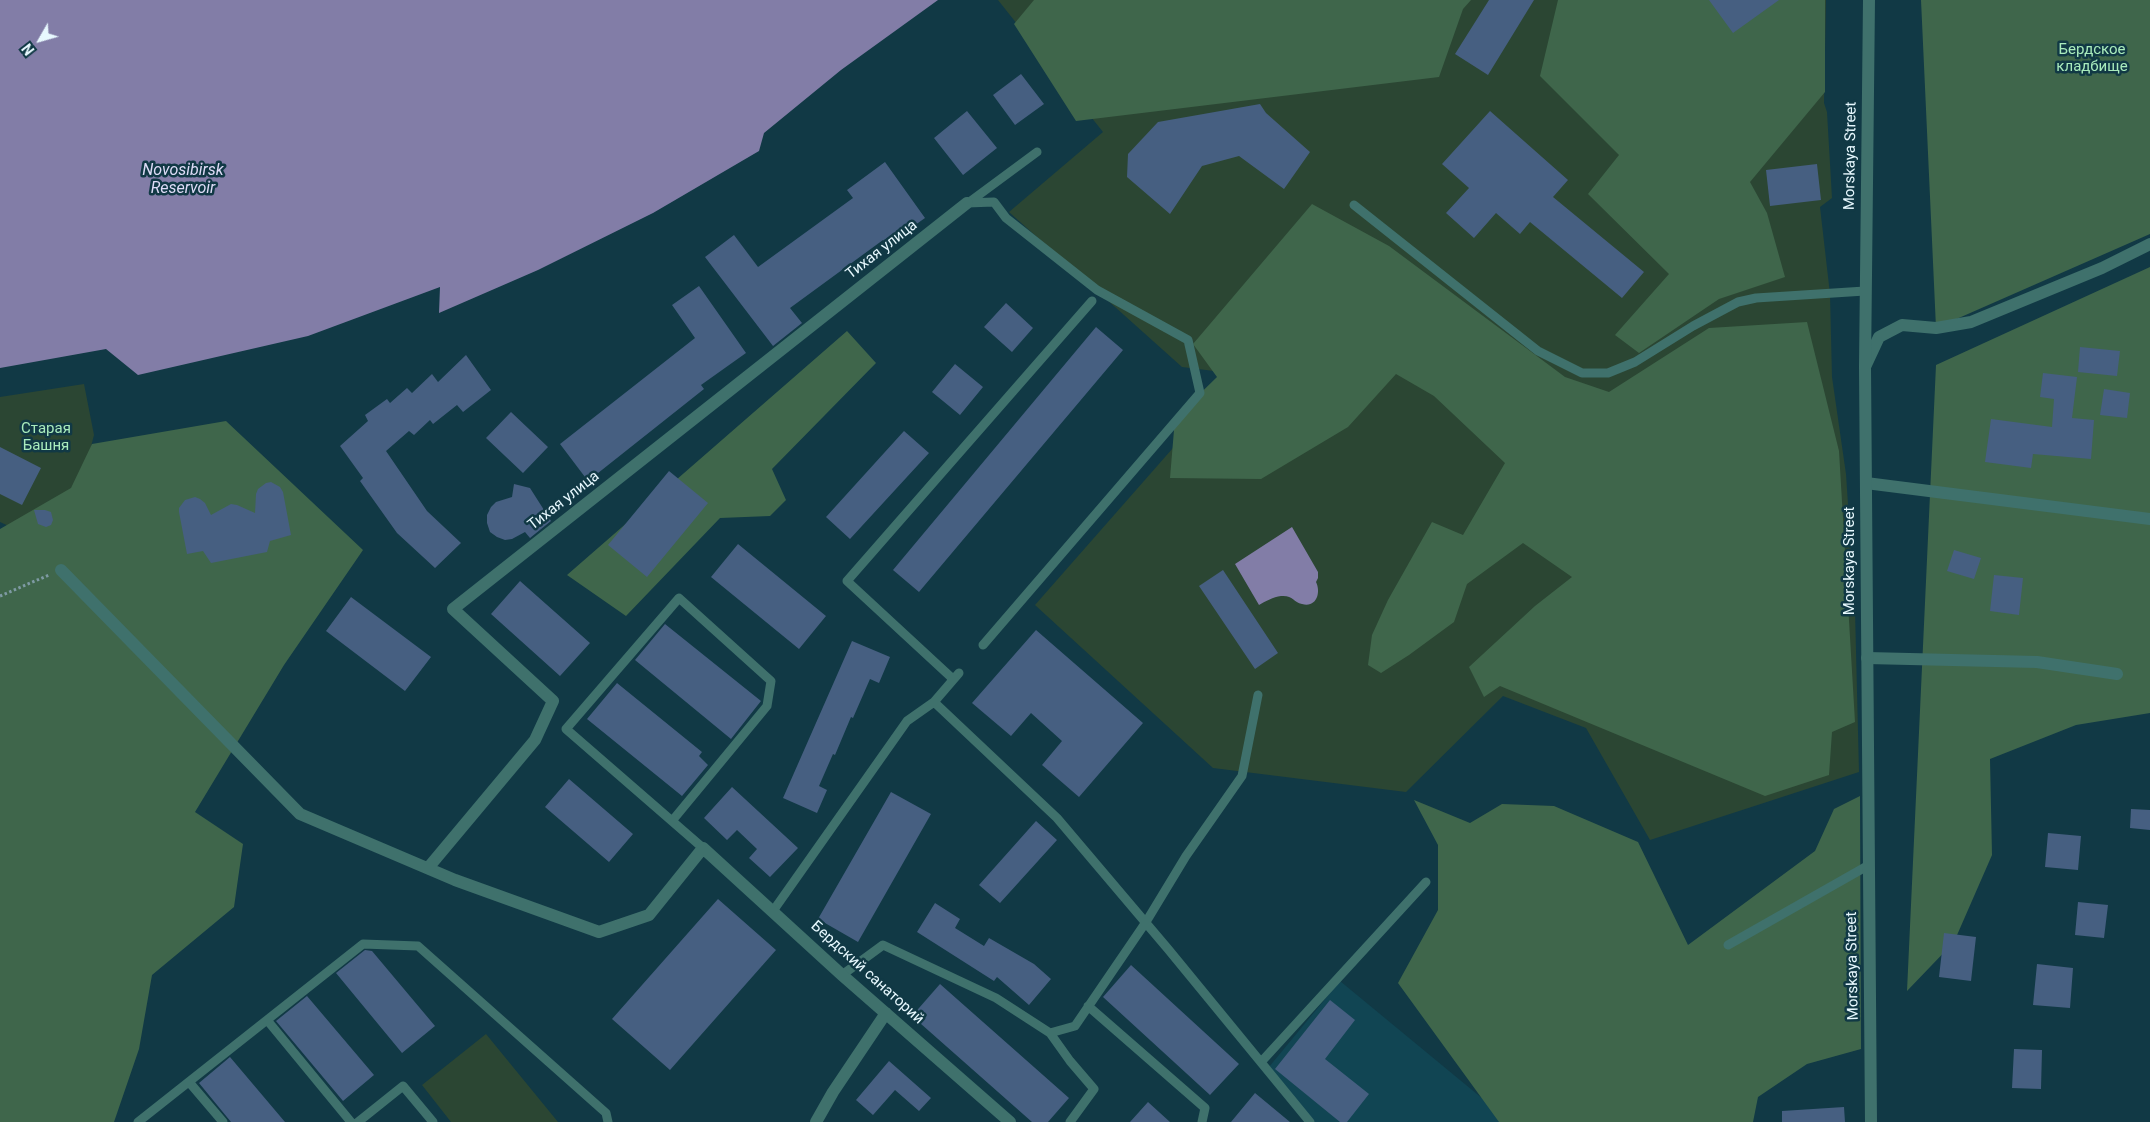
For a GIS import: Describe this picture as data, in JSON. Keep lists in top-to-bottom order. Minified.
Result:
{"streets":{"street":["Morskaya Street","Тихая улица","Бердский санаторий"]},"water":["Novosibirsk Reservoir"],"parks":["Бердское кладбище","Старая Башня"],"north":"bottom left"}
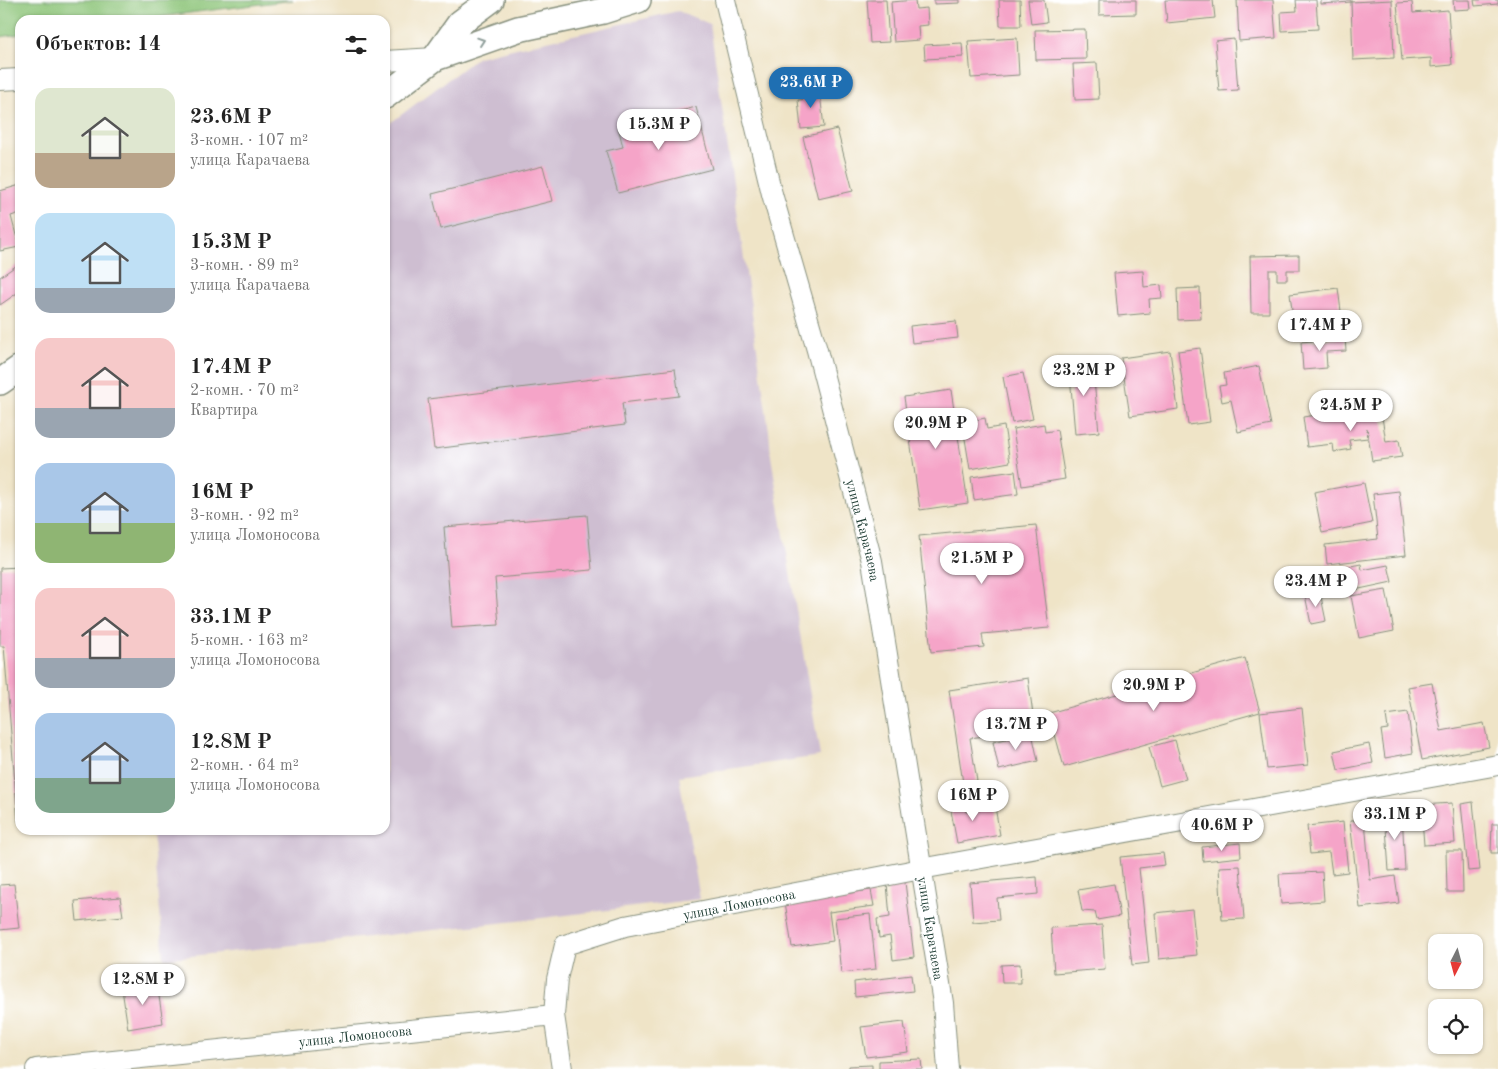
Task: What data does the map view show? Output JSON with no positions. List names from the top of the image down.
{
  "streets": {
    "street": ["улица Карачаева", "улица Ломоносова"]
  },
  "crossings": [
    ["улица Карачаева", "улица Ломоносова"]
  ],
  "north": "bottom",
  "page": {
    "heading": "Объектов: 14",
    "price": [
      "23.6M ₽",
      "15.3M ₽",
      "17.4M ₽",
      "23.2M ₽",
      "24.5M ₽",
      "20.9M ₽",
      "21.5M ₽",
      "23.4M ₽",
      "20.9M ₽",
      "13.7M ₽",
      "16M ₽",
      "33.1M ₽",
      "40.6M ₽",
      "12.8M ₽"
    ],
    "list": [
      {
        "name": "23.6M ₽",
        "note": "3-комн. · 107 m² · улица Карачаева"
      },
      {
        "name": "15.3M ₽",
        "note": "3-комн. · 89 m² · улица Карачаева"
      },
      {
        "name": "17.4M ₽",
        "note": "2-комн. · 70 m² · Квартира"
      },
      {
        "name": "16M ₽",
        "note": "3-комн. · 92 m² · улица Ломоносова"
      },
      {
        "name": "33.1M ₽",
        "note": "5-комн. · 163 m² · улица Ломоносова"
      },
      {
        "name": "12.8M ₽",
        "note": "2-комн. · 64 m² · улица Ломоносова"
      }
    ]
  }
}
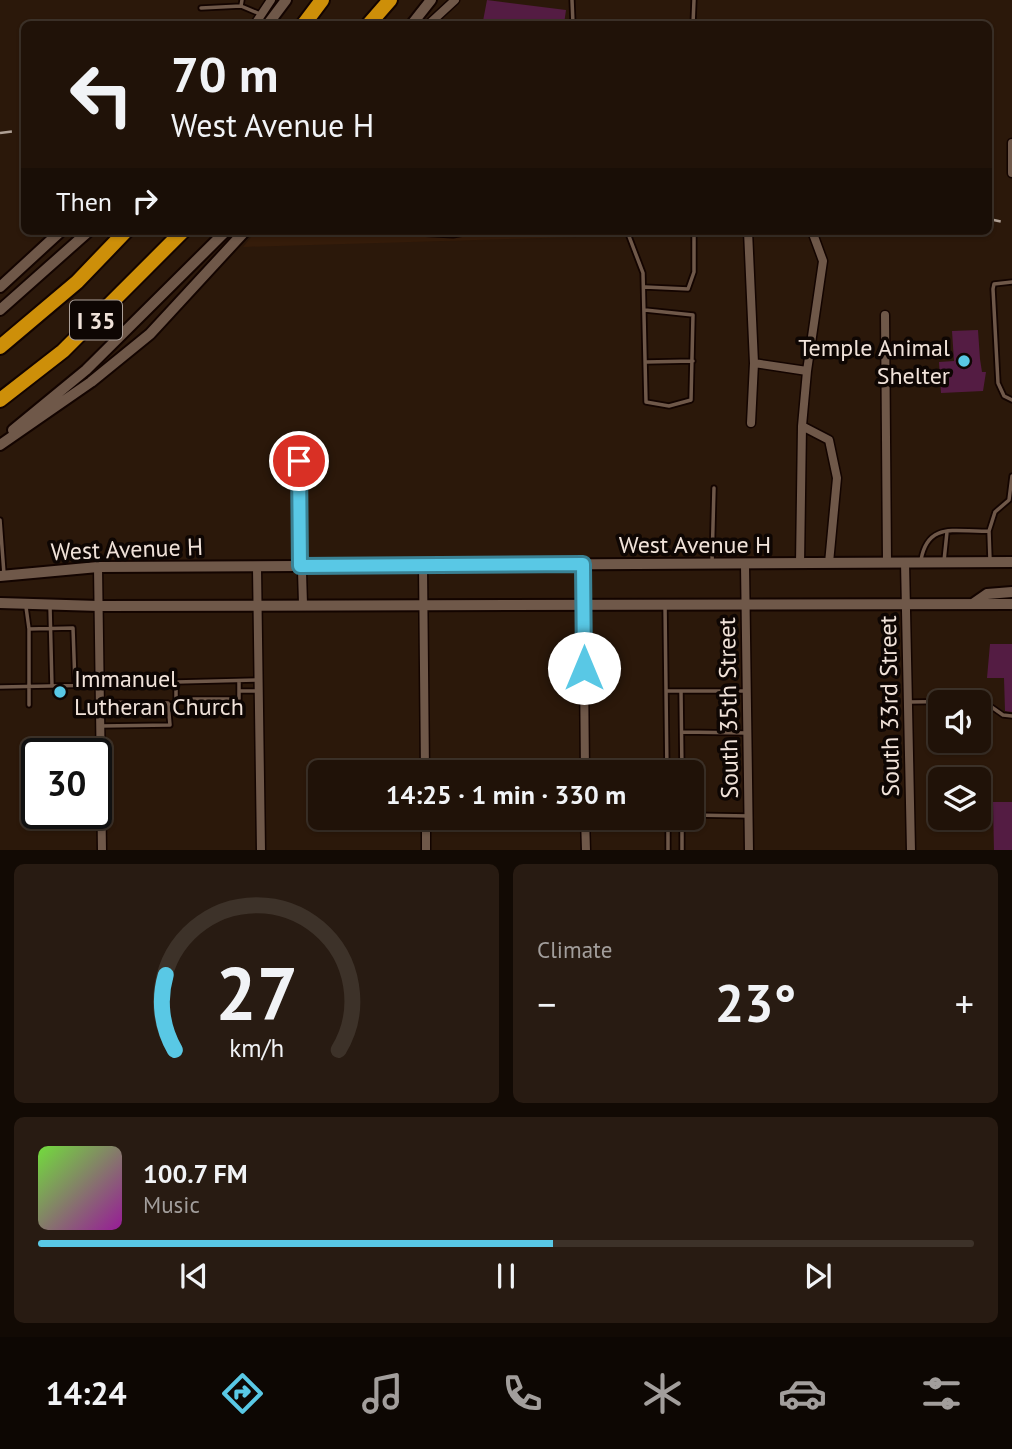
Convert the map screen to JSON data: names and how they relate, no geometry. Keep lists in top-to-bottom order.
{
  "streets": {
    "highway": ["I 35"],
    "main road": ["West Avenue H"],
    "street": ["South 33rd Street", "South 35th Street"]
  },
  "crossings": [
    ["West Avenue H", "South 33rd Street"],
    ["West Avenue H", "South 35th Street"]
  ],
  "places": ["Temple Animal Shelter", "Immanuel Lutheran Church"],
  "page": {
    "turn": ["70 m", "West Avenue H"],
    "then": "Then",
    "limit": "30",
    "trip": "14:25 · 1 min · 330 m",
    "tile": "Climate",
    "heat": ["−", "23°", "+"],
    "song": ["100.7 FM", "Music"],
    "tabs": "14:24",
    "gauge": ["27", "km/h"]
  }
}
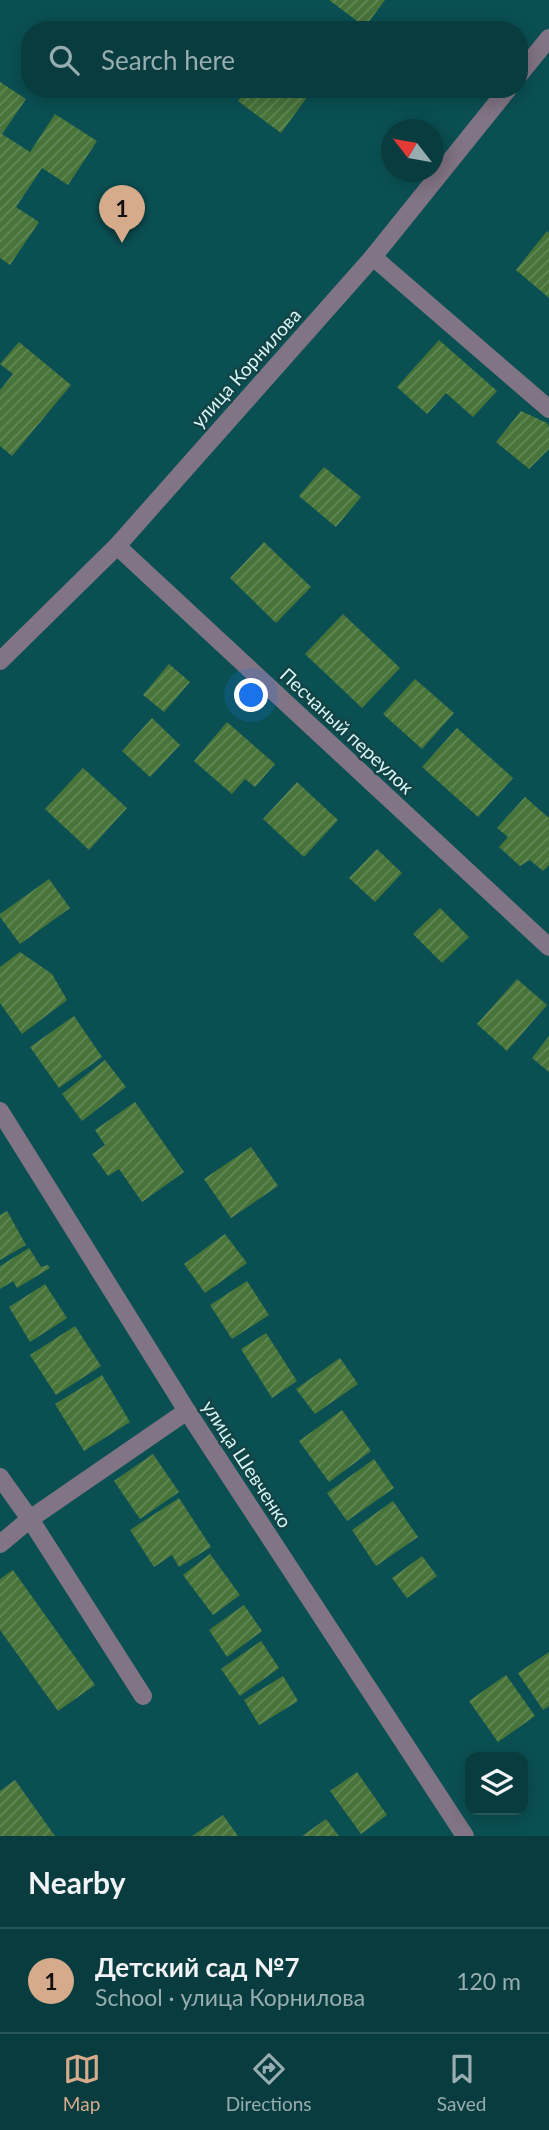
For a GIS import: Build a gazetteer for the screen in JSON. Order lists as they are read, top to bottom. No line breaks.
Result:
{"streets":{"street":["улица Корнилова","Песчаный переулок","улица Шевченко"]},"crossings":[["улица Корнилова","Песчаный переулок"]],"north":"top left","page":{"search":"Search here","pins":"1","heading":"Nearby","list":[{"mark":"1","name":"Детский сад №7","note":"School · улица Корнилова","value":"120 m"}],"nav":["Map","Directions","Saved"]}}
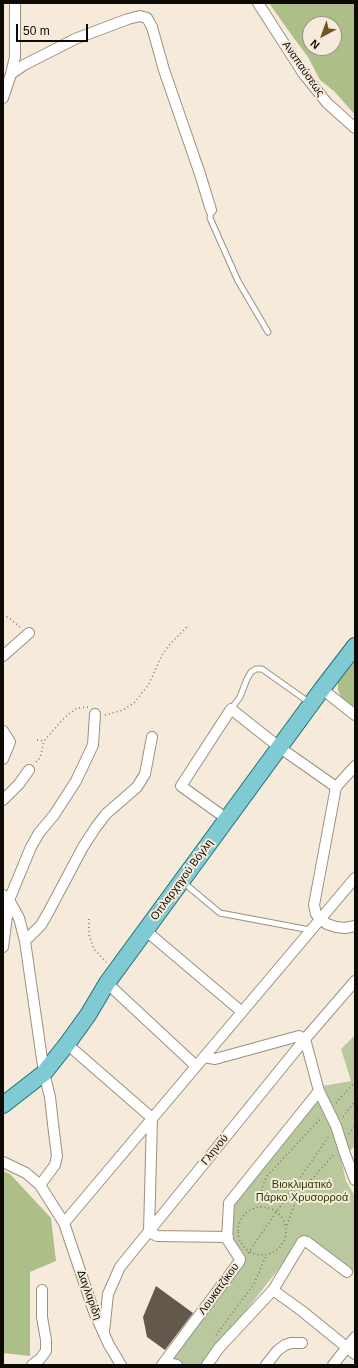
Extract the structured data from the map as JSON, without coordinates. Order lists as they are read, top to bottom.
{
  "streets": {
    "main road": ["Οπλαρχηγού Βόγλη"],
    "street": [
      "Αναπαύσεως",
      "Γληνού",
      "Λουκατζίκου",
      "Δαγλαρίδη"
    ]
  },
  "crossings": [
    ["Γληνού", "Δαγλαρίδη"]
  ],
  "parks": ["Βιοκλιματικό Πάρκο Χρυσορροά"],
  "scale_bar": "50 m",
  "north": "bottom left"
}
++++
Task to complete: Without including a single picture, restate all of the data word for word.

Result:
For a GIS import: Describe this picture as data, in JSON. Keep lists in top-to-bottom order. Minified.
Result:
{"streets":{"street":["Morskaya Street","Тихая улица","Бердский санаторий"]},"water":["Novosibirsk Reservoir"],"parks":["Бердское кладбище","Старая Башня"],"north":"bottom left"}
Task: What data does the map view show? Output JSON with no positions. List names from the top of the image down.
{
  "streets": {
    "street": ["улица Карачаева", "улица Ломоносова"]
  },
  "crossings": [
    ["улица Карачаева", "улица Ломоносова"]
  ],
  "north": "bottom",
  "page": {
    "heading": "Объектов: 14",
    "price": [
      "23.6M ₽",
      "15.3M ₽",
      "17.4M ₽",
      "23.2M ₽",
      "24.5M ₽",
      "20.9M ₽",
      "21.5M ₽",
      "23.4M ₽",
      "20.9M ₽",
      "13.7M ₽",
      "16M ₽",
      "33.1M ₽",
      "40.6M ₽",
      "12.8M ₽"
    ],
    "list": [
      {
        "name": "23.6M ₽",
        "note": "3-комн. · 107 m² · улица Карачаева"
      },
      {
        "name": "15.3M ₽",
        "note": "3-комн. · 89 m² · улица Карачаева"
      },
      {
        "name": "17.4M ₽",
        "note": "2-комн. · 70 m² · Квартира"
      },
      {
        "name": "16M ₽",
        "note": "3-комн. · 92 m² · улица Ломоносова"
      },
      {
        "name": "33.1M ₽",
        "note": "5-комн. · 163 m² · улица Ломоносова"
      },
      {
        "name": "12.8M ₽",
        "note": "2-комн. · 64 m² · улица Ломоносова"
      }
    ]
  }
}
Convert the map screen to JSON data: names and how they relate, no geometry. Keep lists in top-to-bottom order.
{
  "streets": {
    "highway": ["I 35"],
    "main road": ["West Avenue H"],
    "street": ["South 33rd Street", "South 35th Street"]
  },
  "crossings": [
    ["West Avenue H", "South 33rd Street"],
    ["West Avenue H", "South 35th Street"]
  ],
  "places": ["Temple Animal Shelter", "Immanuel Lutheran Church"],
  "page": {
    "turn": ["70 m", "West Avenue H"],
    "then": "Then",
    "limit": "30",
    "trip": "14:25 · 1 min · 330 m",
    "tile": "Climate",
    "heat": ["−", "23°", "+"],
    "song": ["100.7 FM", "Music"],
    "tabs": "14:24",
    "gauge": ["27", "km/h"]
  }
}
For a GIS import: Build a gazetteer for the screen in JSON. Order lists as they are read, top to bottom. No line breaks.
Result:
{"streets":{"street":["улица Корнилова","Песчаный переулок","улица Шевченко"]},"crossings":[["улица Корнилова","Песчаный переулок"]],"north":"top left","page":{"search":"Search here","pins":"1","heading":"Nearby","list":[{"mark":"1","name":"Детский сад №7","note":"School · улица Корнилова","value":"120 m"}],"nav":["Map","Directions","Saved"]}}
Extract the structured data from the map as JSON, without coordinates. Order lists as they are read, top to bottom.
{
  "streets": {
    "main road": ["Οπλαρχηγού Βόγλη"],
    "street": [
      "Αναπαύσεως",
      "Γληνού",
      "Λουκατζίκου",
      "Δαγλαρίδη"
    ]
  },
  "crossings": [
    ["Γληνού", "Δαγλαρίδη"]
  ],
  "parks": ["Βιοκλιματικό Πάρκο Χρυσορροά"],
  "scale_bar": "50 m",
  "north": "bottom left"
}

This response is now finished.